Sometimes, dried pomegranate arils can be found in specialty food markets. They may contain the seed and residual aril water, maintaining a natural sweet and tart flavor. Dried arils can be used in several culinary applications, such as trail mix, granola bars, or as a topping for salad, yogurt, or ice cream. During the months of September and February we are graced with the actual fruit. The fresh variety can be a little difficult to eat, sticky and quite messy. Following are a few hints on how to make the process easier.

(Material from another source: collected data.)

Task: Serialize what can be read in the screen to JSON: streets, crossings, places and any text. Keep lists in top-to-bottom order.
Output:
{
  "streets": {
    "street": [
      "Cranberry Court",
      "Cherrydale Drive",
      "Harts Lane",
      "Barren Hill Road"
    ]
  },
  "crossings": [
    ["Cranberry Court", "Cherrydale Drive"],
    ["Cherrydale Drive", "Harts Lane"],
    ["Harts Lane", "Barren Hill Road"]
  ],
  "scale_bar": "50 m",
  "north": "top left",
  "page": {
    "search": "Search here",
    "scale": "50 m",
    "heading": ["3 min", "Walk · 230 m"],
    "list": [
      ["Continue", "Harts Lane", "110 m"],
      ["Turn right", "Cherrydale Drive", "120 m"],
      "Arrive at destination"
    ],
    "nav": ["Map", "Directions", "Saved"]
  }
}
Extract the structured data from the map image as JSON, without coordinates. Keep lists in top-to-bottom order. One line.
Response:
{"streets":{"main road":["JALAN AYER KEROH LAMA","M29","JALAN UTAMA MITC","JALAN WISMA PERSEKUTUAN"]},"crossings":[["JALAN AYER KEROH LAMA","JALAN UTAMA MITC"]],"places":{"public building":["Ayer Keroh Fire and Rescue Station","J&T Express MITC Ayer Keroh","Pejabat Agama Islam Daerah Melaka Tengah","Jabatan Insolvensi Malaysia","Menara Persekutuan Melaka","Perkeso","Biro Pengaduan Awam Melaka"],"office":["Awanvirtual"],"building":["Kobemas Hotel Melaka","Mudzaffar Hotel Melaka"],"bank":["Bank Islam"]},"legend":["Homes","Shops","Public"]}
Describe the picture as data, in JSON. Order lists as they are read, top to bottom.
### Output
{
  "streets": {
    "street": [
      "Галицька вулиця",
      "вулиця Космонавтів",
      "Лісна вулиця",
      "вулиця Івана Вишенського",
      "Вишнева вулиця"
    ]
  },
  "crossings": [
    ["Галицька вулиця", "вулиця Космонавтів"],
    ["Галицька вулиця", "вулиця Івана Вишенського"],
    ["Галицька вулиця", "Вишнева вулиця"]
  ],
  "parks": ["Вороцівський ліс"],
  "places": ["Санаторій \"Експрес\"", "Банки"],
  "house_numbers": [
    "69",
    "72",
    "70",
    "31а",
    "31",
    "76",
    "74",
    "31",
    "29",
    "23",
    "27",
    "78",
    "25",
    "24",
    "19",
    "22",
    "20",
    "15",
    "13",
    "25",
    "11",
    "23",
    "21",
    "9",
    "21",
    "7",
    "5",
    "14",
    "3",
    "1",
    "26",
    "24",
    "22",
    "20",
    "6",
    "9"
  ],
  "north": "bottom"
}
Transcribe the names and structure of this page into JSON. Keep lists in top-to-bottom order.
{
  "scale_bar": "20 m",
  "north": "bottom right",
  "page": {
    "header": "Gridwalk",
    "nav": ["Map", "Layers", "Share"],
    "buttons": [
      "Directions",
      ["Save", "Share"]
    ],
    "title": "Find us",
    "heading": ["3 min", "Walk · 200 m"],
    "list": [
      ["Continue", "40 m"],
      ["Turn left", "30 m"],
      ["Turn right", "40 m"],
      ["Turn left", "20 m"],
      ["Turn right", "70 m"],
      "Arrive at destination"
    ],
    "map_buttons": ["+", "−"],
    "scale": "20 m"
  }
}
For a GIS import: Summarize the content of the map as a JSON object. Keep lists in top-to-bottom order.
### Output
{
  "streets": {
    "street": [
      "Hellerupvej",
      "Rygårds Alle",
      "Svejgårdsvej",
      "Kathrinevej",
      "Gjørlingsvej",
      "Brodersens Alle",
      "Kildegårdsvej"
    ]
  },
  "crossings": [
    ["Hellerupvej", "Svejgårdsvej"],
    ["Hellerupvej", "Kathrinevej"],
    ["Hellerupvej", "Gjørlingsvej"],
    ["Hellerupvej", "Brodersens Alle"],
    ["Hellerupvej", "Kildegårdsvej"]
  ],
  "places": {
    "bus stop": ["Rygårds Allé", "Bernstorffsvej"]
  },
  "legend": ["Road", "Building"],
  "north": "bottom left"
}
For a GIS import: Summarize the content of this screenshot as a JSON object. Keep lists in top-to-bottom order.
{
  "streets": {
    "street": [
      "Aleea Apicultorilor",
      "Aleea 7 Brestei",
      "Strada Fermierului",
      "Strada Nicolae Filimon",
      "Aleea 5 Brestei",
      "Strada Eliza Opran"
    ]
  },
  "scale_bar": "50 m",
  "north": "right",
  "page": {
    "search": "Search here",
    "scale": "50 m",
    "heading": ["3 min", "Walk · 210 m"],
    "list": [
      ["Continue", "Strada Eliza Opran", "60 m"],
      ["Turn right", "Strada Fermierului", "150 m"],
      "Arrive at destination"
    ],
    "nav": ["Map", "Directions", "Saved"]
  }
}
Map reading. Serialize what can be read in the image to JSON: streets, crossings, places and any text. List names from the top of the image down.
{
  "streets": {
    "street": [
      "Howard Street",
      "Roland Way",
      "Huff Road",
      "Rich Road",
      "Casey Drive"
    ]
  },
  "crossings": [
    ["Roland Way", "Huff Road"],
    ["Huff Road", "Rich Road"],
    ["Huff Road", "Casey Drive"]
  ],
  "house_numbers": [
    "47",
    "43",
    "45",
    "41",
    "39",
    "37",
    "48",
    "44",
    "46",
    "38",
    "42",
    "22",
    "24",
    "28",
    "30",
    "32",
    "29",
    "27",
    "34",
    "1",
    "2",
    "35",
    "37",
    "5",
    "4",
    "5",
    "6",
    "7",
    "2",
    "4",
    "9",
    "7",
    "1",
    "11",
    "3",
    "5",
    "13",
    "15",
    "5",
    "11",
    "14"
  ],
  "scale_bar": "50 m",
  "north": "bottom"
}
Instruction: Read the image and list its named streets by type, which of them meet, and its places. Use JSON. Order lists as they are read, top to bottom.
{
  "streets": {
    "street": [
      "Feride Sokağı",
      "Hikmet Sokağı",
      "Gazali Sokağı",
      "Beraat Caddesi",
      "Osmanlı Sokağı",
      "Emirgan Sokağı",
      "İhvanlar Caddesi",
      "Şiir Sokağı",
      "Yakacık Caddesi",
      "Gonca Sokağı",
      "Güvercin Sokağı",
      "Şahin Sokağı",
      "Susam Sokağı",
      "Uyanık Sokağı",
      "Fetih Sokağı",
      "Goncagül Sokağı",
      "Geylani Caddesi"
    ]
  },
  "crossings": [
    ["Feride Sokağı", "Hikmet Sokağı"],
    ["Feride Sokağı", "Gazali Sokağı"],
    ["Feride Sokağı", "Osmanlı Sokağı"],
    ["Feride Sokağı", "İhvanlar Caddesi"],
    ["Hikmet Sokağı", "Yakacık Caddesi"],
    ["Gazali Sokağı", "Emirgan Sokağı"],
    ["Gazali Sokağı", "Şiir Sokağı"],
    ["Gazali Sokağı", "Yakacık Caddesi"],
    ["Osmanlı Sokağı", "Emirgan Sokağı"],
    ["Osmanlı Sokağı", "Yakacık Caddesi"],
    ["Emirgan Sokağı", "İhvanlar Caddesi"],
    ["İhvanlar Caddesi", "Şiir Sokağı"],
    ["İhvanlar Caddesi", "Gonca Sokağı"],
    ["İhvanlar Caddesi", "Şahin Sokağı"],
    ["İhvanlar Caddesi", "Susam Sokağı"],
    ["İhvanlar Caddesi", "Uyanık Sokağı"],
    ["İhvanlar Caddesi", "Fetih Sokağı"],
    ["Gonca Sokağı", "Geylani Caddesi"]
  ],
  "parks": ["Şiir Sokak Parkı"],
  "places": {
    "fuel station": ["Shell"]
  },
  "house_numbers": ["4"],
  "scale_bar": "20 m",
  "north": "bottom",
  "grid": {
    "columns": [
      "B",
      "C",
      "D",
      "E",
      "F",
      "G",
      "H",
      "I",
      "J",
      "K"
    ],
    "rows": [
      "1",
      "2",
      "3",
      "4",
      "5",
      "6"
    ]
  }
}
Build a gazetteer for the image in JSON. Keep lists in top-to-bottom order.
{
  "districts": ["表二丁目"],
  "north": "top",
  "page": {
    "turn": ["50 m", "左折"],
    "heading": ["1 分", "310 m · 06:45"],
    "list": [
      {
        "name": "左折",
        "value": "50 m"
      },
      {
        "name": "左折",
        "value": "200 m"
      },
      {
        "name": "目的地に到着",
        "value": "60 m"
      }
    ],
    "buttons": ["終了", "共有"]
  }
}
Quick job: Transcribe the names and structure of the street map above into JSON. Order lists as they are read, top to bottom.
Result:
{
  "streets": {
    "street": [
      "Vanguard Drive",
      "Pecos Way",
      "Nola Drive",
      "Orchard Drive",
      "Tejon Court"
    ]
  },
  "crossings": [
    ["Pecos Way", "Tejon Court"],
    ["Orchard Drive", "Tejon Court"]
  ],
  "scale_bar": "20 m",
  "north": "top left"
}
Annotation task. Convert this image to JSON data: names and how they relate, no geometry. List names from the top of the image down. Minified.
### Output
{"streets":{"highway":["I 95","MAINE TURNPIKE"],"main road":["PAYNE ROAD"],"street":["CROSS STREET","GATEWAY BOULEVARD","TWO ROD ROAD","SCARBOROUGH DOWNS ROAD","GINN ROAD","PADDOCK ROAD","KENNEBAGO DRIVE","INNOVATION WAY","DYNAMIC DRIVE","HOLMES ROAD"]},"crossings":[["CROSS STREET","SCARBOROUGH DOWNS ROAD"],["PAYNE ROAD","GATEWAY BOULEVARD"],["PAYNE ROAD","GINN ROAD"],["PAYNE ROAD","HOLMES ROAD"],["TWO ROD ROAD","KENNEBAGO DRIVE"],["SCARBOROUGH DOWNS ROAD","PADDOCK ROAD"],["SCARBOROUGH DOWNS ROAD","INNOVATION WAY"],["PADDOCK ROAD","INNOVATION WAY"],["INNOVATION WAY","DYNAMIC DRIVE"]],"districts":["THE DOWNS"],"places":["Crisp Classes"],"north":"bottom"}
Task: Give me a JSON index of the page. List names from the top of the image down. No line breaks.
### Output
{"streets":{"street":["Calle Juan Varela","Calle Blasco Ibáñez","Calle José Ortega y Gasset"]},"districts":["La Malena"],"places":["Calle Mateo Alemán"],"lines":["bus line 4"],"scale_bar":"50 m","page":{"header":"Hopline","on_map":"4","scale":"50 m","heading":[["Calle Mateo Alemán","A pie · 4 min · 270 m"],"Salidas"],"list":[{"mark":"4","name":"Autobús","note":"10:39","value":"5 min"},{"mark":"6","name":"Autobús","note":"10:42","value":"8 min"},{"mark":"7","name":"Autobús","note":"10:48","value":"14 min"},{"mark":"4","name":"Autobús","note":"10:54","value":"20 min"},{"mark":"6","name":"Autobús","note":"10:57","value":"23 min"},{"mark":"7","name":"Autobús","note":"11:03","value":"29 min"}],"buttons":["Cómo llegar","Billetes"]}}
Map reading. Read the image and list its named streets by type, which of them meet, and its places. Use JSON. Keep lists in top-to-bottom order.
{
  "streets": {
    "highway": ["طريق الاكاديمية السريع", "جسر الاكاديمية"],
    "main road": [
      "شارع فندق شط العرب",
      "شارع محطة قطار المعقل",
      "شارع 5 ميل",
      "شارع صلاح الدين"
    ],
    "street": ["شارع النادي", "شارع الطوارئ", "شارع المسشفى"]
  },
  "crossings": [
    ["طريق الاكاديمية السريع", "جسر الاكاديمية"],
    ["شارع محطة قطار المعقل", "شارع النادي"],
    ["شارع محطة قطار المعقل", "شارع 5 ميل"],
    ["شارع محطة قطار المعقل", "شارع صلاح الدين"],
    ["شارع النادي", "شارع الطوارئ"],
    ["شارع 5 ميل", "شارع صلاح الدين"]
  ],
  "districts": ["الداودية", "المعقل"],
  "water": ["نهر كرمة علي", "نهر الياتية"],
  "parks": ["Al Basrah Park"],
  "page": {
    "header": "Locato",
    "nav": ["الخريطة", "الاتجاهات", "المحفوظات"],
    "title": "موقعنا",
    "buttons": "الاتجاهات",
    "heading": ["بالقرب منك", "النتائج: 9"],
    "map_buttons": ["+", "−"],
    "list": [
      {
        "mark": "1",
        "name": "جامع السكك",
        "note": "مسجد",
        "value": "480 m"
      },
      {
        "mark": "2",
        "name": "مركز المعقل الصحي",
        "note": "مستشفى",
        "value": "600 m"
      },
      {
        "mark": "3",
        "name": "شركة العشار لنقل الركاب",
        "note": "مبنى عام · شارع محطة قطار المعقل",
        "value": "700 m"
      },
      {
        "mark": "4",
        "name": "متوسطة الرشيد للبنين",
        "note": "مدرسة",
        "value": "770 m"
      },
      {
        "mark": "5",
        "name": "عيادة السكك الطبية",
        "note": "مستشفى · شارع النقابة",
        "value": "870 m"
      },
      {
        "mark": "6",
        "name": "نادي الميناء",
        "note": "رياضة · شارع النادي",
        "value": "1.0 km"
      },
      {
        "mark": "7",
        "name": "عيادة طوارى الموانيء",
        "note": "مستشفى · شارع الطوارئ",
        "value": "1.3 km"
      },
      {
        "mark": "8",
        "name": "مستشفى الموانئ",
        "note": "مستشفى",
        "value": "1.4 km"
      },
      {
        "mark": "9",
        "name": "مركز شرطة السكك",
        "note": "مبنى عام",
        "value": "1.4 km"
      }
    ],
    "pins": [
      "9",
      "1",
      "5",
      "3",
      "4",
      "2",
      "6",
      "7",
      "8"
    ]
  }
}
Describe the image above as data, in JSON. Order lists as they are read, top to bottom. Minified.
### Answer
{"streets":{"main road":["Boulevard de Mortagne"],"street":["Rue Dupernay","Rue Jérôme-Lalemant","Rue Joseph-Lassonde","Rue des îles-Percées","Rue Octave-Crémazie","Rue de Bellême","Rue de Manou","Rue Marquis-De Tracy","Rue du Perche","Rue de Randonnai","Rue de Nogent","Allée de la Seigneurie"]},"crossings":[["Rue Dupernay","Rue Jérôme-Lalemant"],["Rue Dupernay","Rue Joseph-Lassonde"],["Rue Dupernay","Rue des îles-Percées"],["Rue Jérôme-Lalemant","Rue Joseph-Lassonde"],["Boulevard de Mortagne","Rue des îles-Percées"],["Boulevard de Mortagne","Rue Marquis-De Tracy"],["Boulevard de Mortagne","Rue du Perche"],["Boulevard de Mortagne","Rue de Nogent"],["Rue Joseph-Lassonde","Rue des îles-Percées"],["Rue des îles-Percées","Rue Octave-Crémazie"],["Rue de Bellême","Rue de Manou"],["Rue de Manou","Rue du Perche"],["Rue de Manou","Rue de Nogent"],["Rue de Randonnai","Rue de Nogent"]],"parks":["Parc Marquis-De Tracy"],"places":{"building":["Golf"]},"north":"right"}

Score the pomegranate with a sharp knife, and break it open exposing the arils. Separating the red arils is easier in a bowl of water, because the arils sink and the inedible pulp floats. Freezing the entire fruit also makes it easier to separate. Another very effective way of quickly harvesting the arils is to cut the pomegranate in half, score each half of the exterior rind four to six times, hold the pomegranate half over a bowl and smack the rind with a large spoon. The arils should eject from the pomegranate directly into the bowl, leaving only a dozen or more deeply embedded arils to remove.